__What you should do__.
Print all the records exactly, please.

__Material for the task__.
------------------------------------------------
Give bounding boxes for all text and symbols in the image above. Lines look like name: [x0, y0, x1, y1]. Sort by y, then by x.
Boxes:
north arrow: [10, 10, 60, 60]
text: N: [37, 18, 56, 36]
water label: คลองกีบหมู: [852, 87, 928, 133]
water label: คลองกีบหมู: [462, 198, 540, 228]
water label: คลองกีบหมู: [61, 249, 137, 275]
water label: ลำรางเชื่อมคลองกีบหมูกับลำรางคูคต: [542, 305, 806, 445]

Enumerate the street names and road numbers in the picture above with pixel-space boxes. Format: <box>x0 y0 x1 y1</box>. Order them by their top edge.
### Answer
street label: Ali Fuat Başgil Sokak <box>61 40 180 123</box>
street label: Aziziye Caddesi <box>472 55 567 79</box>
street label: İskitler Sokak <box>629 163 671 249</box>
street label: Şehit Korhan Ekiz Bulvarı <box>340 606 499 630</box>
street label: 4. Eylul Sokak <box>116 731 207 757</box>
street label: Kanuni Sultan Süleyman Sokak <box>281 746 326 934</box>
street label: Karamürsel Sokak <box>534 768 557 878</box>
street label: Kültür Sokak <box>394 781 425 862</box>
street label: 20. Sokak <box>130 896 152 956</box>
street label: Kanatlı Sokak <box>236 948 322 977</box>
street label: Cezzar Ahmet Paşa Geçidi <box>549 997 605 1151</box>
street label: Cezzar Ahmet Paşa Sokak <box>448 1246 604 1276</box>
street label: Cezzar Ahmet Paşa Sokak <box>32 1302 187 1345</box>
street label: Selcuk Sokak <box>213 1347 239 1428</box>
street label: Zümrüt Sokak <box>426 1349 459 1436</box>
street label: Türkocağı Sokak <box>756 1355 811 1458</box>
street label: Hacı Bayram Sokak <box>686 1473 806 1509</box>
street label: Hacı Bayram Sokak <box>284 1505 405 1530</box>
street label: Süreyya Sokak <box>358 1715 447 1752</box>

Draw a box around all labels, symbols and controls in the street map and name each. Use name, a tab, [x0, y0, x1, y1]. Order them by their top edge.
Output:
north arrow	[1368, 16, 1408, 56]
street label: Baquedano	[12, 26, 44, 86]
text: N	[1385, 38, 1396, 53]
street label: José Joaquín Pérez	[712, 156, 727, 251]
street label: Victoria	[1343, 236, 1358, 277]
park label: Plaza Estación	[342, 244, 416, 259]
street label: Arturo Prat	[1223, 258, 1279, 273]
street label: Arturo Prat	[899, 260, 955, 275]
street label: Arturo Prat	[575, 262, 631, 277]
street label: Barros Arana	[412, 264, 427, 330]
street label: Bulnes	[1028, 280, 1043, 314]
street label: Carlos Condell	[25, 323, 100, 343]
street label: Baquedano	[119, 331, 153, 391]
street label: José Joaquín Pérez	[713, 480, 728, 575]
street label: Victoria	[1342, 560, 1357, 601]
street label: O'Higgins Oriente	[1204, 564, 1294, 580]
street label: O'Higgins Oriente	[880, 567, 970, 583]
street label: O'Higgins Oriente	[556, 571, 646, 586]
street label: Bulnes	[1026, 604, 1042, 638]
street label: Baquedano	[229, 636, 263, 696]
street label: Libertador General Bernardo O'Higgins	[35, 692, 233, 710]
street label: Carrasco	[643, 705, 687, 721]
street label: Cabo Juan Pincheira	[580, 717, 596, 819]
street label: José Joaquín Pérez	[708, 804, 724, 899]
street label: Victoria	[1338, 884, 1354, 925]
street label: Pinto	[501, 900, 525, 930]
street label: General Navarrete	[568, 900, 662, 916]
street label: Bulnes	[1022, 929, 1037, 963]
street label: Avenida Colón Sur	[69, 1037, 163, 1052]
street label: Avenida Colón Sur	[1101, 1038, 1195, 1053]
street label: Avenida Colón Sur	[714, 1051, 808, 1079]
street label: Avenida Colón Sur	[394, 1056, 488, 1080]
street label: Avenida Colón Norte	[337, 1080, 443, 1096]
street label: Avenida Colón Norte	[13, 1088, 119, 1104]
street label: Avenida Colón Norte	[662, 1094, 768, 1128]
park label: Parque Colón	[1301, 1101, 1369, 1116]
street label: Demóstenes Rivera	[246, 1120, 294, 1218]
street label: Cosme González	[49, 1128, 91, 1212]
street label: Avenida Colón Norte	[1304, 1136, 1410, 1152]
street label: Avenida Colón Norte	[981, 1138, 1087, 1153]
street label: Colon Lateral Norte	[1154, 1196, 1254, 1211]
------------------------------------------------
__Problem solution__.
Give bounding boxes for all text and symbols in the image above. Lines look like name: [x0, y0, x1, y1]. Sort by y, then by x.
Boxes:
north arrow: [10, 10, 60, 60]
text: N: [37, 18, 56, 36]
water label: คลองกีบหมู: [852, 87, 928, 133]
water label: คลองกีบหมู: [462, 198, 540, 228]
water label: คลองกีบหมู: [61, 249, 137, 275]
water label: ลำรางเชื่อมคลองกีบหมูกับลำรางคูคต: [542, 305, 806, 445]

Enumerate the street names and road numbers in the picture above with pixel-space boxes. Format: <box>x0 y0 x1 y1</box>. Order them by their top edge.
### Answer
street label: Ali Fuat Başgil Sokak <box>61 40 180 123</box>
street label: Aziziye Caddesi <box>472 55 567 79</box>
street label: İskitler Sokak <box>629 163 671 249</box>
street label: Şehit Korhan Ekiz Bulvarı <box>340 606 499 630</box>
street label: 4. Eylul Sokak <box>116 731 207 757</box>
street label: Kanuni Sultan Süleyman Sokak <box>281 746 326 934</box>
street label: Karamürsel Sokak <box>534 768 557 878</box>
street label: Kültür Sokak <box>394 781 425 862</box>
street label: 20. Sokak <box>130 896 152 956</box>
street label: Kanatlı Sokak <box>236 948 322 977</box>
street label: Cezzar Ahmet Paşa Geçidi <box>549 997 605 1151</box>
street label: Cezzar Ahmet Paşa Sokak <box>448 1246 604 1276</box>
street label: Cezzar Ahmet Paşa Sokak <box>32 1302 187 1345</box>
street label: Selcuk Sokak <box>213 1347 239 1428</box>
street label: Zümrüt Sokak <box>426 1349 459 1436</box>
street label: Türkocağı Sokak <box>756 1355 811 1458</box>
street label: Hacı Bayram Sokak <box>686 1473 806 1509</box>
street label: Hacı Bayram Sokak <box>284 1505 405 1530</box>
street label: Süreyya Sokak <box>358 1715 447 1752</box>

Draw a box around all labels, symbols and controls in the street map and name each. Use name, a tab, [x0, y0, x1, y1]. Order them by their top edge.
Output:
north arrow	[1368, 16, 1408, 56]
street label: Baquedano	[12, 26, 44, 86]
text: N	[1385, 38, 1396, 53]
street label: José Joaquín Pérez	[712, 156, 727, 251]
street label: Victoria	[1343, 236, 1358, 277]
park label: Plaza Estación	[342, 244, 416, 259]
street label: Arturo Prat	[1223, 258, 1279, 273]
street label: Arturo Prat	[899, 260, 955, 275]
street label: Arturo Prat	[575, 262, 631, 277]
street label: Barros Arana	[412, 264, 427, 330]
street label: Bulnes	[1028, 280, 1043, 314]
street label: Carlos Condell	[25, 323, 100, 343]
street label: Baquedano	[119, 331, 153, 391]
street label: José Joaquín Pérez	[713, 480, 728, 575]
street label: Victoria	[1342, 560, 1357, 601]
street label: O'Higgins Oriente	[1204, 564, 1294, 580]
street label: O'Higgins Oriente	[880, 567, 970, 583]
street label: O'Higgins Oriente	[556, 571, 646, 586]
street label: Bulnes	[1026, 604, 1042, 638]
street label: Baquedano	[229, 636, 263, 696]
street label: Libertador General Bernardo O'Higgins	[35, 692, 233, 710]
street label: Carrasco	[643, 705, 687, 721]
street label: Cabo Juan Pincheira	[580, 717, 596, 819]
street label: José Joaquín Pérez	[708, 804, 724, 899]
street label: Victoria	[1338, 884, 1354, 925]
street label: Pinto	[501, 900, 525, 930]
street label: General Navarrete	[568, 900, 662, 916]
street label: Bulnes	[1022, 929, 1037, 963]
street label: Avenida Colón Sur	[69, 1037, 163, 1052]
street label: Avenida Colón Sur	[1101, 1038, 1195, 1053]
street label: Avenida Colón Sur	[714, 1051, 808, 1079]
street label: Avenida Colón Sur	[394, 1056, 488, 1080]
street label: Avenida Colón Norte	[337, 1080, 443, 1096]
street label: Avenida Colón Norte	[13, 1088, 119, 1104]
street label: Avenida Colón Norte	[662, 1094, 768, 1128]
park label: Parque Colón	[1301, 1101, 1369, 1116]
street label: Demóstenes Rivera	[246, 1120, 294, 1218]
street label: Cosme González	[49, 1128, 91, 1212]
street label: Avenida Colón Norte	[1304, 1136, 1410, 1152]
street label: Avenida Colón Norte	[981, 1138, 1087, 1153]
street label: Colon Lateral Norte	[1154, 1196, 1254, 1211]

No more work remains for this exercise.